In the meantime, he said he is looking into a variety of approaches to dissolve the district:
1) The district could vote to dissolve itself. Power said how this idea “is received by the other directors will, in part, be a function of what results we get on the restrictions on the use of the Measure W money” in the Hanson Bridgett report.
2) LAFCO, determining that the district’s job is over now the hospital has been sold, could decide to simply dissolve the district.
3) Residents of the district can start a petition drive to dissolve the district.
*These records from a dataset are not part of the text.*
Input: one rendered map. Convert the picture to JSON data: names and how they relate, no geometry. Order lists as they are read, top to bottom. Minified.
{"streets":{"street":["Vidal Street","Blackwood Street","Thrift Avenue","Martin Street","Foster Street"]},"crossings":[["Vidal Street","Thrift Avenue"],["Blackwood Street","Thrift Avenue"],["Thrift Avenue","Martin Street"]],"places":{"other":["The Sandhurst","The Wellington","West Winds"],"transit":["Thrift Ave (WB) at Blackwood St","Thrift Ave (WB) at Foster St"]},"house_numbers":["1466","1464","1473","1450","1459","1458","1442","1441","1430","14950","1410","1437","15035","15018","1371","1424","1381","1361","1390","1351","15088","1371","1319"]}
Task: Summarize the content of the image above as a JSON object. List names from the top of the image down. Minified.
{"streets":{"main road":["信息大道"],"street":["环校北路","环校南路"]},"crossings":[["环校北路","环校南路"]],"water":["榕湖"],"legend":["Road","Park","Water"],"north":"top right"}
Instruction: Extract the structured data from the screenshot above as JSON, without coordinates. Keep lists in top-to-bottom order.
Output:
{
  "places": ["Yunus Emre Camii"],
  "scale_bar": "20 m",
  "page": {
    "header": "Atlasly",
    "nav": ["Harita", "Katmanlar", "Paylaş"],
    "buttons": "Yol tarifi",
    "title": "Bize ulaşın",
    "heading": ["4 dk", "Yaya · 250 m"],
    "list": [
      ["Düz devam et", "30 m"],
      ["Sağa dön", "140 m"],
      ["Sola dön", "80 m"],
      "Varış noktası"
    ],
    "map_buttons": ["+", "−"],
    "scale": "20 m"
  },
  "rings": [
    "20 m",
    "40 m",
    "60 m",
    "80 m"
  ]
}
To do this, they must gather a number of signatures equal to at least 10% of the registered voters in the district. (If this seems like a low bar, remember that the petition to create the district likewise had a low bar: it had to have a number of signatures equal to 12% of registered voters.)
4) Dissolution by continued detachments. The Russian River and Bodega areas have already detached, depriving the district of 40% of its original parcels. Other areas might choose to detach in the future. This is the option that Power described as “the death by a thousand cuts.”
5) The final route to dissolving the district is the electoral process.
“Another option is to locate and support candidates for at least two of the three open seats a year from now, for a campaign based on dissolving the district,” Power said. The three candidates up for election in 2020 include district advocates Gail Thomas, Eira Klich-Heartt and Randy Coffman.
This latter scenario would make for lively, hotly contested election, but that’s par for the course for Palm Drive Health Care District board, west county’s most durable never-ending story.